Major geological faults and fractures in the Earth's crust can both guide rising magma and help prevent volcanic eruptions, according to an international team of researchers.

Their study examined a "stealth" injection of magma, which travelled undetected through an existing fault system before stalling and creating a series of earthquakes in its wake.

This powerful volcano-tectonic unrest affected São Jorge Island in the Azores, an active volcanic island, which has erupted at least three times in the last 400 years and is home to 8,000 people.

In March 2022, the region experienced lots of earthquakes, prompting fears of a new eruption and posing a real challenge to civil authorities who were grappling with how to tackle the crisis.

Drawing on the support of a Natural Environment Research Council (NERC) Urgency Grant, a team led by UCL, the Spanish National Research Council and supported by Cardiff University, deployed land-based and ocean bottom seismometers to study the crisis and contribute to a better understanding of the volcanic system.

Their findings, published in Nature Communications , provide key insights for improving volcanic hazard forecasting, showing how large magma intrusions can occur rapidly and with limited warning, and that major geological faults can strongly influence whether magma erupts or stalls underground.

"This was a stealthy intrusion," said lead author Dr Stephen Hicks from UCL.

"Magma moved quickly through the crust, but much of its journey was silent, making it difficult to forecast whether an eruption would occur."

A photograph of researchers lowering a piece of equipment into the ocean from the deck of a ship.
The team deployed land-based and ocean bottom seismometers to study the crisis and contribute to a better understanding of the volcanic system. Credit Dr Ricardo Ramalho

The team reconstructed the detailed underground movement of magma using high-resolution earthquake locations from land and ocean-bottom seismometers and ground deformation from satellite radar and GPS data.

They found that a vertical sheet of magma, known as a dike, rose rapidly from more than 20km below the surface before stalling just 1.6 km beneath the island.

Much of this ascent occurred with little seismic activity, with most earthquakes occurring after the magma stopped ascending.

Ricardo Ramalho
We almost always think that magma injections are inevitably accompanied by significant earthquake activity as soon they enter the Earth's crust. Our data show many can be stealthy, posing a real challenge to volcano-monitoring agencies and civil authorities.
Dr Ricardo Ramalho Senior Lecturer in Geo-Environmental Hazards

The team accessed satellite observations, which showed the volcano's surface rose by 6cm, confirming that magma had entered the shallow crust.
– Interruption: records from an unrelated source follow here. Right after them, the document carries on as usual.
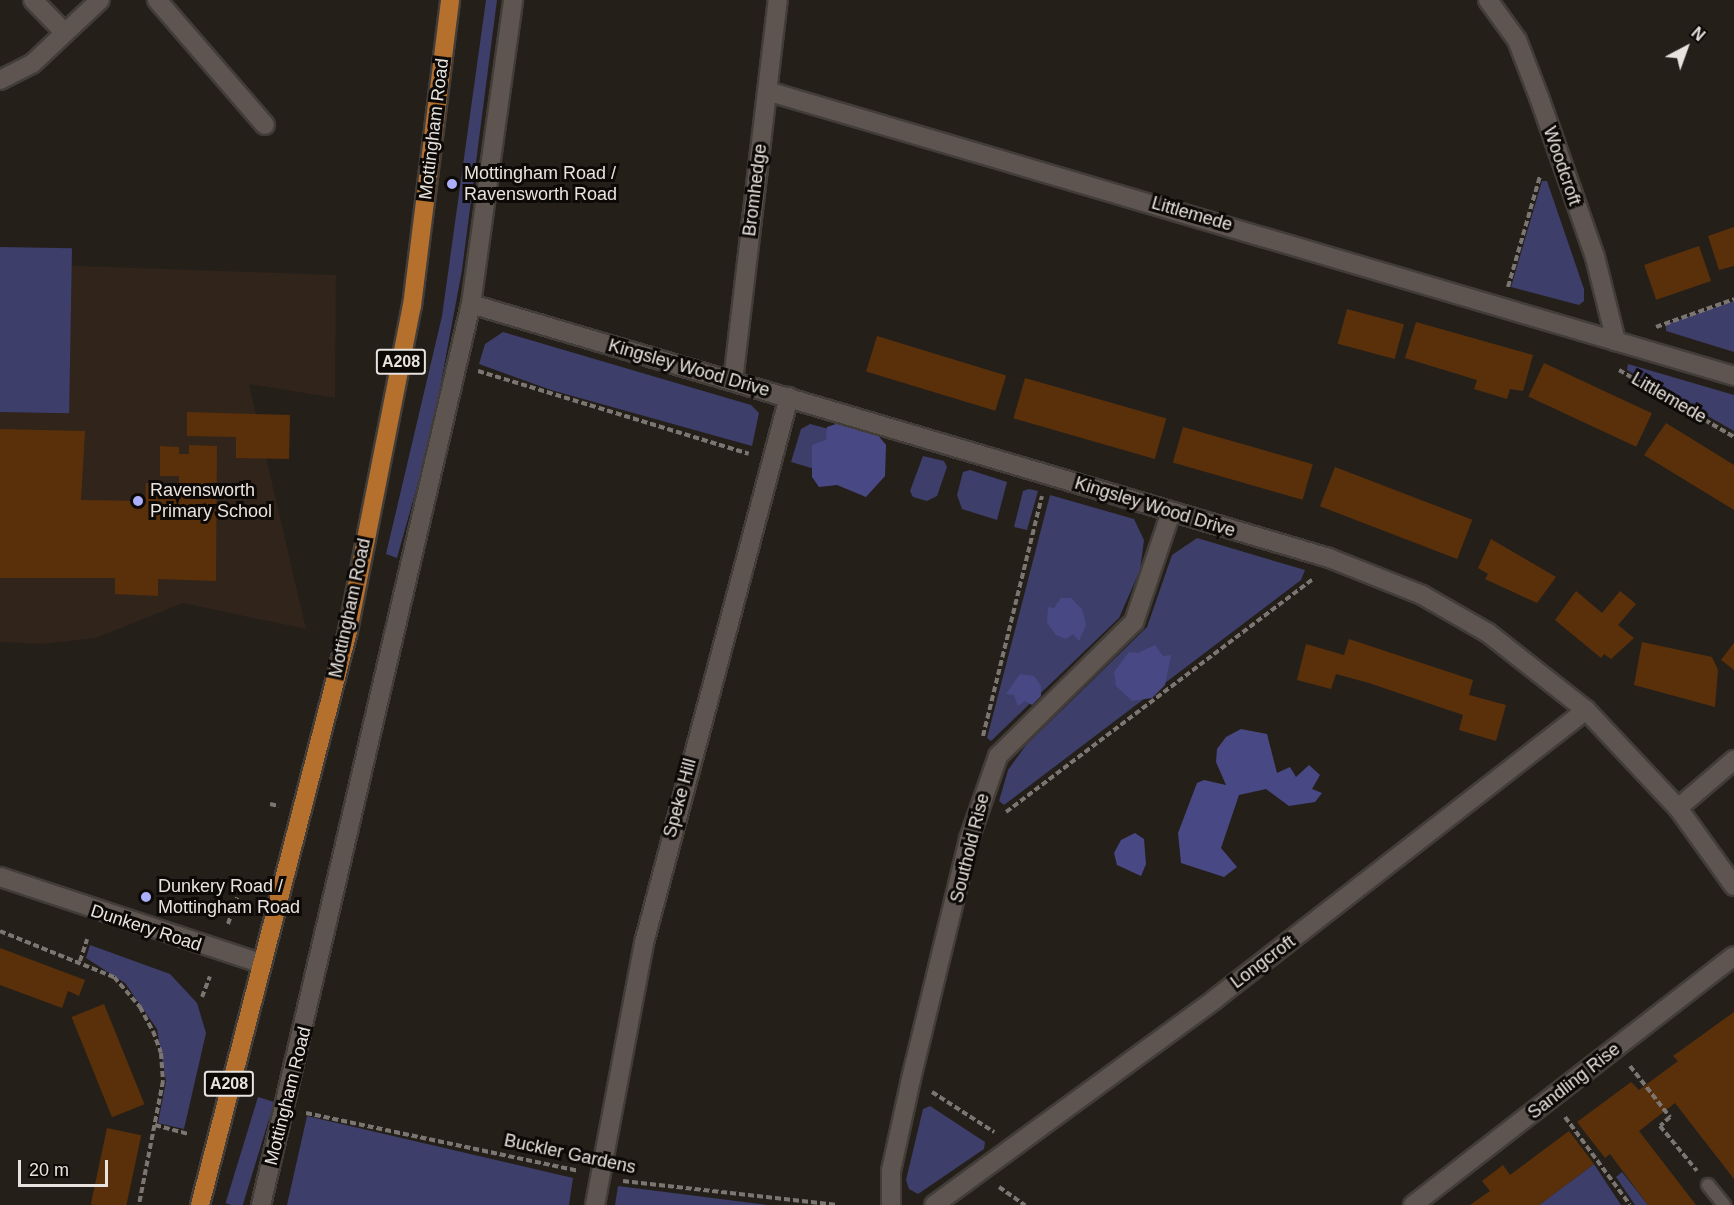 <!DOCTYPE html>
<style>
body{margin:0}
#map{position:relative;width:1734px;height:1205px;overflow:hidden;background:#251f1a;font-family:Helvetica,sans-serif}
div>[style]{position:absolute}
.built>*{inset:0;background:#30241b}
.green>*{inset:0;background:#3d3e6a;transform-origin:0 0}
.forest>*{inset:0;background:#484884}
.building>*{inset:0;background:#5a300a;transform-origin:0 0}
.path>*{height:4px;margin-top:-2px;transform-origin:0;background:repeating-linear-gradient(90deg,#7c7672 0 6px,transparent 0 9px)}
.roads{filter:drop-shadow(2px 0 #423d39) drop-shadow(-2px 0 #423d39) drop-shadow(0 2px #423d39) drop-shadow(0 -2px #423d39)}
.lane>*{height:12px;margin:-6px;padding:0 6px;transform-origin:6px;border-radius:6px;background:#5e5550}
.street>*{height:18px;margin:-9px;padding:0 9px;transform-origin:9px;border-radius:9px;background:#5e5550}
.secondary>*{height:18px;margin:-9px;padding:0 9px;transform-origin:9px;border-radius:9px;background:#5e5550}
.primary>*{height:18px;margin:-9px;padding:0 9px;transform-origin:9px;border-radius:9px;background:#b5702d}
.dots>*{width:16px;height:16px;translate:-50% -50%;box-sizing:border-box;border:3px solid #0c0907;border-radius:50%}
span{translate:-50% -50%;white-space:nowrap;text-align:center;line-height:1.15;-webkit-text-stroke:6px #0c0907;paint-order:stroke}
.shield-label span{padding:2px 4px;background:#0c0907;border:2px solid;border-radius:4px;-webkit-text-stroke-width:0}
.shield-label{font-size:16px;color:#e8e3df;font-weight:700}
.street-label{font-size:18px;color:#e8e3df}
.poi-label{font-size:18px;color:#e8e3df}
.left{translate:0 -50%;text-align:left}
.north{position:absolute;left:1656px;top:18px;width:60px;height:60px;-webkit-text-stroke:4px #0c0907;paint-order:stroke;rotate:41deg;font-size:16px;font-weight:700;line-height:24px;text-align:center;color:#e8e3df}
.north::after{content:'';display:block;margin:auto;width:21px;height:27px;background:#e8e3df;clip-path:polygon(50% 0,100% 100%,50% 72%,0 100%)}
.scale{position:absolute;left:18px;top:1160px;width:90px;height:27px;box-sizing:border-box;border:3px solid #e8e3df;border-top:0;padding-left:8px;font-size:18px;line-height:21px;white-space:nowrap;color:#e8e3df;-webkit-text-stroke:4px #0c0907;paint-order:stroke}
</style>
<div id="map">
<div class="built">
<div style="clip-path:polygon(0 263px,336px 275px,335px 398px,249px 384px,306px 629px,183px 603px,96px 638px,43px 644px,0 642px)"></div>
</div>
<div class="green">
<div style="clip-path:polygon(486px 0,497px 0,462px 270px,431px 436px,397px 558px,386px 554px,442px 316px)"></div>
<div style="clip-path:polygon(1542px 181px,1547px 181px,1584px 289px,1584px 301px,1579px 305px,1511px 287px)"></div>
<div style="left:0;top:247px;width:72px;height:165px;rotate:1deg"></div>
<div style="clip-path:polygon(1734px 301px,1734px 352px,1666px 331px,1666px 324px)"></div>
<div style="clip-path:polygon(503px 332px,751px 405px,759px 413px,752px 446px,551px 390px,479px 364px,485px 344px)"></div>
<div style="clip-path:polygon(1628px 364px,1734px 395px,1734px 431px,1627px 370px)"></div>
<div style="clip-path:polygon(810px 424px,863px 438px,852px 480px,791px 462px,801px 429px)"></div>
<div style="clip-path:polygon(923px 456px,944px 461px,947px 467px,937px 496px,927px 501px,913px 497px,910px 491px)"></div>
<div style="clip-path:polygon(970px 470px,1007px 482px,997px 520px,962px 509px,957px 495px,963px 472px)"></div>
<div style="clip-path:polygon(1029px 489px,1038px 491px,1027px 530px,1014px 527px,1023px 491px)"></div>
<div style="clip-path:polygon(1050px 495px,1134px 519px,1144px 540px,1140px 570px,1119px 618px,991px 741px,987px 738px)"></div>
<div style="clip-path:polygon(1197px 538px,1305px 570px,1301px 580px,1004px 805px,999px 801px,1008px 770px,1026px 745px,1147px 627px,1172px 555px)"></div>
<div style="clip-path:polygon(90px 945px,170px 974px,197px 1003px,206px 1033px,184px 1129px,158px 1123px,166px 1081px,157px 1029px,125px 983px,86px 958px)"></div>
<div style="left:258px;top:1097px;width:17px;height:111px;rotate:17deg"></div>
<div style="clip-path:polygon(930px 1106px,985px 1142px,984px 1149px,918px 1194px,909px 1189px,906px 1180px,923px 1109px)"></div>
<div style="clip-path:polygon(307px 1116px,573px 1178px,569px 1205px,287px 1205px)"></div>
<div style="clip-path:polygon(1594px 1164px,1621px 1205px,1539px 1205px)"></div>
<div style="clip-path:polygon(1622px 1172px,1648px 1205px,1635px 1205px,1616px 1177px)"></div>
<div style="clip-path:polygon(618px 1186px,767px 1205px,615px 1205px)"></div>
</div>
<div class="forest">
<div style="clip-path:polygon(842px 422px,877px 434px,886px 445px,885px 476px,866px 497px,837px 485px,819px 487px,812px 477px,812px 445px,826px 440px,827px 427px)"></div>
<div style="clip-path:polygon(1061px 598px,1071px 598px,1082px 609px,1086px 625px,1079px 641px,1073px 634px,1066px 639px,1056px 635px,1047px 623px,1048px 607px,1054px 608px)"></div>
<div style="clip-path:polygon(1155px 645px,1163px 656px,1171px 655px,1165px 685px,1152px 698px,1132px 701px,1116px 686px,1114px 672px,1129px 652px,1138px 653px)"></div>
<div style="clip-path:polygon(1020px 674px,1034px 676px,1041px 686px,1041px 696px,1032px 705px,1025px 701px,1018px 706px,1014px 695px,1006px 694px)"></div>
<div style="clip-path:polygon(1241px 729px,1267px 734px,1277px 773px,1290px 767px,1296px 777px,1309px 765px,1320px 775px,1312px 789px,1322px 793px,1315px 802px,1289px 806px,1266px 789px,1239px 795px,1221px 848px,1237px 867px,1224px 877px,1181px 863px,1178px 833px,1197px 783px,1204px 780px,1226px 785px,1216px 762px,1217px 749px,1226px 737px)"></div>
<div style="clip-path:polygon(1135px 833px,1144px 839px,1146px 864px,1141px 876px,1117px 865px,1114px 853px,1121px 840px)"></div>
</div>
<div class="building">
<div style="clip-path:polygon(1734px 227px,1734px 266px,1719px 270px,1708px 236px)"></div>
<div style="left:1699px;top:246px;width:37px;height:58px;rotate:71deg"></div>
<div style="left:1347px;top:309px;width:59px;height:36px;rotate:15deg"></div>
<div style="clip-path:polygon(1416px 322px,1533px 355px,1523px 391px,1510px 389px,1507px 399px,1474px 389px,1477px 380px,1405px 358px)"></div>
<div style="left:877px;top:336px;width:135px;height:37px;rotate:17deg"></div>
<div style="left:1544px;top:363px;width:119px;height:37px;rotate:25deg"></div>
<div style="left:1025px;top:378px;width:147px;height:42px;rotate:16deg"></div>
<div style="clip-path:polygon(187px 412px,290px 415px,289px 459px,236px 458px,236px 437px,187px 436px)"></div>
<div style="clip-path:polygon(1666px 423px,1734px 465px,1734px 510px,1644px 455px)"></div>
<div style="left:1183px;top:427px;width:135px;height:37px;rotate:16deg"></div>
<div style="clip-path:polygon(0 429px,85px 431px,81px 500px,145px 501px,146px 483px,179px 484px,179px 476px,160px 476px,160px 446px,179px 447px,179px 454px,189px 454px,189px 445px,217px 446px,216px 581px,158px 579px,158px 596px,115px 594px,115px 578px,0 578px)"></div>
<div style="left:1335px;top:467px;width:147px;height:42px;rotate:21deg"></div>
<div style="clip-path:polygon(1491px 539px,1556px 577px,1537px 603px,1485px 579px,1488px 574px,1478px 568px)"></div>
<div style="clip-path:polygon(1576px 591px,1602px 613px,1620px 591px,1636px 604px,1618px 625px,1634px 638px,1611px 659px,1604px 654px,1601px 658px,1555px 620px)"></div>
<div style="clip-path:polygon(1349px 639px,1473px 680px,1469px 695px,1506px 705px,1496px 741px,1459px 730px,1463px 715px,1369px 683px,1336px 674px,1331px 689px,1297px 680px,1306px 644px,1344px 655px)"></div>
<div style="clip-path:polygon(1642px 642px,1712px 657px,1718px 670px,1715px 707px,1634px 685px)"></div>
<div style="clip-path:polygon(1734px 643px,1734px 670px,1721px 660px)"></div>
<div style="clip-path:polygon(0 948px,85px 980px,79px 996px,68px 991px,62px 1008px,0 985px)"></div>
<div style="left:104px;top:1004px;width:108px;height:35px;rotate:68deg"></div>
<div style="clip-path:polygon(1734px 1012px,1734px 1179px,1675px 1103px,1639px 1131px,1696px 1205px,1648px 1205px,1610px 1154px,1605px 1158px,1577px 1122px,1631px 1082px,1639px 1090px,1678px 1061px,1673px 1056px)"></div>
<div style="left:107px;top:1128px;width:35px;height:78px;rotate:12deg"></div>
<div style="clip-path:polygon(1569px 1131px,1594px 1164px,1539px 1205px,1470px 1205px,1490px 1191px,1482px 1181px,1503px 1165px,1510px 1175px)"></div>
</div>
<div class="path">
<div style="left:1508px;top:287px;width:116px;rotate:-73.9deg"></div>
<div style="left:1656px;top:327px;width:83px;rotate:-19.7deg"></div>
<div style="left:1619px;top:370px;width:133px;rotate:30.2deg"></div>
<div style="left:478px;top:371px;width:283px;rotate:17deg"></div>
<div style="left:983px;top:736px;width:247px;rotate:-76.2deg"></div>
<div style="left:270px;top:804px;width:9px;rotate:13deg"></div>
<div style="left:1006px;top:812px;width:385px;rotate:-37.2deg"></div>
<div style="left:228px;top:924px;width:28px;rotate:-71deg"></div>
<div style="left:0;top:931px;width:123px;rotate:22deg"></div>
<div style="left:114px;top:977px;width:40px;rotate:49deg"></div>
<div style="left:140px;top:1007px;width:27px;rotate:62deg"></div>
<div style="left:153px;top:1031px;width:23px;rotate:70deg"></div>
<div style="left:161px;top:1053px;width:28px;rotate:86deg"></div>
<div style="left:163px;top:1081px;width:126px;rotate:101deg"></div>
<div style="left:80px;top:961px;width:23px;rotate:-72deg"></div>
<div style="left:202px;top:997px;width:22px;rotate:-69deg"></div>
<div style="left:1630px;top:1066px;width:65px;rotate:51.9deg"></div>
<div style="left:1670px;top:1117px;width:13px;rotate:138deg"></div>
<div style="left:1660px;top:1126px;width:58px;rotate:50.6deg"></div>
<div style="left:932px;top:1092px;width:74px;rotate:32.8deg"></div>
<div style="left:306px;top:1113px;width:278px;rotate:12deg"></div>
<div style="left:1565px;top:1117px;width:109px;rotate:53.5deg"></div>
<div style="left:155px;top:1125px;width:35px;rotate:15deg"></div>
<div style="left:623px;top:1181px;width:216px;rotate:6.4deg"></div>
<div style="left:999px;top:1187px;width:32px;rotate:35deg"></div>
</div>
<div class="roads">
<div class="lane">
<div style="left:1708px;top:1185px;width:26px;rotate:51deg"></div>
</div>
<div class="street">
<div style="left:33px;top:0;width:45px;rotate:45.9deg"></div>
<div style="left:157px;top:0;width:165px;rotate:49.2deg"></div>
<div style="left:1488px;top:0;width:49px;rotate:54.1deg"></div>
<div style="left:1517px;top:40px;width:61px;rotate:68.9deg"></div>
<div style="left:1539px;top:97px;width:170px;rotate:70.7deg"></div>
<div style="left:1595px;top:257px;width:87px;rotate:76deg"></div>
<div style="left:0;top:80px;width:36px;rotate:-27deg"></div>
<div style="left:32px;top:64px;width:93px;rotate:-43.3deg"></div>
<div style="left:767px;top:91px;width:1008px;rotate:16.42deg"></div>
<div style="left:471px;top:304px;width:895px;rotate:16.49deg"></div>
<div style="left:1329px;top:558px;width:100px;rotate:21.7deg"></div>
<div style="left:1422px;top:595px;width:76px;rotate:29.9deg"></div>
<div style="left:1488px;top:633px;width:125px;rotate:38.2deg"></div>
<div style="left:1586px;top:710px;width:134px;rotate:46.8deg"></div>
<div style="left:1678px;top:808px;width:96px;rotate:54.3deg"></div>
<div style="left:733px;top:381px;width:384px;rotate:-83.3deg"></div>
<div style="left:1678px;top:808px;width:74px;rotate:-40.6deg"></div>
<div style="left:261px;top:1205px;width:925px;rotate:-76.88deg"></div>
<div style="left:471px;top:304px;width:307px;rotate:-82.1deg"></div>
<div style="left:595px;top:1205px;width:267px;rotate:-79.4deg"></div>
<div style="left:644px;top:943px;width:565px;rotate:-75.13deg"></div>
<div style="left:891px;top:1205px;width:34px;rotate:-90deg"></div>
<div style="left:891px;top:1171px;width:94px;rotate:-77.7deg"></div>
<div style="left:911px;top:1079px;width:247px;rotate:-76.4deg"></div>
<div style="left:969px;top:839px;width:88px;rotate:-70.7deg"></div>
<div style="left:998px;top:756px;width:191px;rotate:-44.6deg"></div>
<div style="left:1134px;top:622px;width:116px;rotate:-71.4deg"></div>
<div style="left:934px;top:1205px;width:348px;rotate:-36.2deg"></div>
<div style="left:1215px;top:999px;width:470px;rotate:-37.9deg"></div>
<div style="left:1413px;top:1205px;width:406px;rotate:-37.8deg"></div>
</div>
<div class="secondary">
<div style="left:0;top:877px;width:274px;rotate:18.3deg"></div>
</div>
<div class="primary">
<div style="left:200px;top:1205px;width:593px;rotate:-75.54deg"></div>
<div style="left:348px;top:631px;width:331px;rotate:-78.9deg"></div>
<div style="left:412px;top:306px;width:308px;rotate:-82.9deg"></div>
</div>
</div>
<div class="dots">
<div style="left:452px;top:184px;background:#acaffb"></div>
<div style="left:138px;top:501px;background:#acaffb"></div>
<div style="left:146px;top:897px;background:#acaffb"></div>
</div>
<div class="shield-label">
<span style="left:401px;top:362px">A208</span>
<span style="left:229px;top:1084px">A208</span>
</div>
<div class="street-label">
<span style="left:434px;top:129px;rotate:-83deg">Mottingham Road</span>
<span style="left:1562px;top:166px;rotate:71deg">Woodcroft</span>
<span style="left:755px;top:190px;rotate:-83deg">Bromhedge</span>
<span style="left:1192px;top:214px;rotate:16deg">Littlemede</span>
<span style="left:689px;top:368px;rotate:16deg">Kingsley Wood Drive</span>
<span style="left:1669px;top:398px;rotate:30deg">Littlemede</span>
<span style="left:1155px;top:507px;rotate:17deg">Kingsley Wood Drive</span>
<span style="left:350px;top:608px;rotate:-78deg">Mottingham Road</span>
<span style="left:680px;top:798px;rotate:-75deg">Speke Hill</span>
<span style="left:970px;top:848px;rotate:-76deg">Southold Rise</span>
<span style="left:146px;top:928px;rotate:18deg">Dunkery Road</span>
<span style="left:1263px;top:962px;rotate:-37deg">Longcroft</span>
<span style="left:1574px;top:1081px;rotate:-38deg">Sandling Rise</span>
<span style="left:288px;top:1096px;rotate:-76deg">Mottingham Road</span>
<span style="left:570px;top:1154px;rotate:12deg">Buckler Gardens</span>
</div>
<div class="poi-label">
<span class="left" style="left:464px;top:184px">Mottingham Road /<br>Ravensworth Road</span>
<span class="left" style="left:150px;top:501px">Ravensworth<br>Primary School</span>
<span class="left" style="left:158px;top:897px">Dunkery Road /<br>Mottingham Road</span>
</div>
<div class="north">N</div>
<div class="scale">20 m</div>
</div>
Intrusions of this kind – known as a failed eruption – help grow islands, according to the team, who demonstrate the process in their study's unprecedented sharp earthquake maps.

The magma rose through the Pico do Carvão Fault Zone – one of the island's main fault systems.

By studying geological traces left by ancient earthquakes, scientists had previously found that this fault system has produced large earthquakes.

But instead of a single large earthquake, the unrest from rising magma produced many small earthquakes clustered along this fault.

The team interpreted that the fault helped guide magma upward and may also have allowed gases and fluids to escape sideways, lowering pressure in the magma and helping halt its ascent.

"The fault acted like both a highway and a leak," said Dr Pablo J González, the study's co-lead author from the Spanish National Research Council (IPNA-CSIC) in Tenerife.

"It helped magma rise but may also have prevented an eruption."

Their research leads to a better understanding of volcanic systems and how they operate in complex tectonic settings, the team say.

"Our findings will support local authorities in assessing a potential volcanic threat, in the future" added Dr Ramalho.

Ricardo Ramalho
The lessons learned here can be applied to many other places, such as Iceland, East Africa, the Caribbean and more, which really highlights the value of combining onshore and offshore geophysical data for accurate detection and localisation of seismic events and ground deformation.
Dr Ricardo Ramalho Senior Lecturer in Geo-Environmental Hazards

Professor Ana Ferreira, co-author from UCL, reflected: "Securing urgent NERC funding to access equipment from its Geophysical Equipment Facility (GEF), alongside additional support from Portugal, was a tremendous collective effort and a clear example of transnational cooperation between academic and civil institutions in Portugal, the UK, and Spain."

Their paper, 'Fault-mediated magma propagation and triggered seismicity revealed by the 2022 São Jorge Azores unrest', is published in Nature Communications.